No mention was made of a 1975 UN resolution equating Zionism with racism, or of the many one-sided condemnations of Israel’s role in Mideast violence.Kofi Annan came closest to dealing with reality, acknowledging that Israel is the only member state of the UN that is not part of a regional grouping, thus limiting its involvement. He reiterated and expanded on a statement he made last year in Israel, asserting that “this anomaly should be rectified,” adding that he hoped it would be soon and promising to “keep encouraging all concerned to find a solution.”The secretary-general noted that he was pained to say that at times “United Nations decisions sparked intense anger both inside and outside Israel,” but he praised the Jewish State for its participation in UN programs to protect the global environment, fight international drug trafficking, expand democracy and bring emergency aid to people in need, including, most recently, the Kosovar refugees.

“This Israel could do more,” he said, if it were allowed to be a part of a regional group. “I look forward to working even more closely with all of you as we move ahead,” he concluded.The most moving moment of the evening, which drew some 400 diplomats and Jewish leaders, came when Eban spoke. Although he appeared hobbled and infirm, the 83-year-old diplomat spoke with his typical eloquence, recalling his role in the “miraculous” triumph of securing membership in the UN for the world’s smallest and youngest nation. “We were emotionally lonely” and fighting for survival, he said, and as Israel’s first ambassador to the UN (1949-1959), Eban said he “listened often with long suffering” to the many tirades against the Jewish State. (He once wrote that the UN was so anti-Israel that if the Arab states had proposed a resolution declaring the world flat, it would have passed overwhelmingly, with only the U.S. and Israel voting against.)But Eban said he never regretted his role “in our initial struggle to put our flag aloft in the winds of history,” and he thanked the audience for “giving meaning to that recollection.”

Kissinger, the only Jew to serve as U.S. secretary of state, said he was “never able to be objective” about Israel, the only country that has had to struggle to be recognized by its neighbors.
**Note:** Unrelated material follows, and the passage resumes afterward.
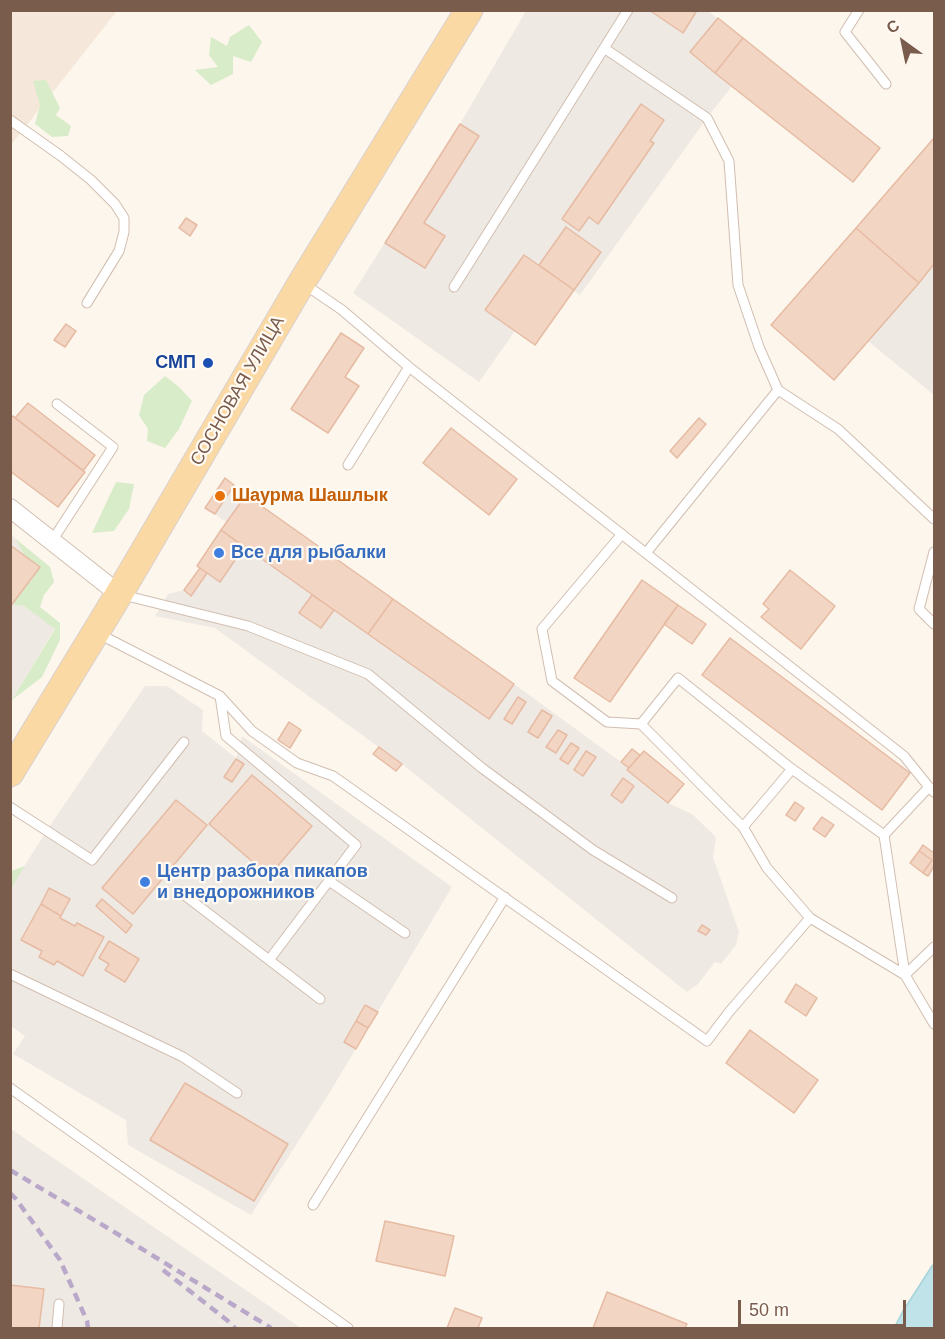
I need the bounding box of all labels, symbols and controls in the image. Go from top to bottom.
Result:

He noted that in dealing with a number of Israeli diplomats, under a tough exterior he found an intense “yearning for peace,” and he said that no people better deserves “what the UN should stand for: security, peace and progress.”The often-controversial Sharon offered benign remarks, noting that as a participant in all of Israel’s wars and having been wounded twice on the battlefield, “I know and appreciate the vital need for peace better than those” who have not been so tested. He stressed that Israel is unique among nations in having “given up part of its historic homeland … for the sake of peace,” and that “all we ask is to enjoy the same rights as others” who are members of the international community.Dore Gold, Israel’s ambassador to the UN, offered greetings and noted that earlier in the day Israel presented a commemorative gift of a fourth century Galilee stone, depicting a menorah, shofar and lulav, to the UN for permanent display. The stone, he said, evoked the Holy Temple in Jerusalem and called attention to the centrality of the city to the Jewish people.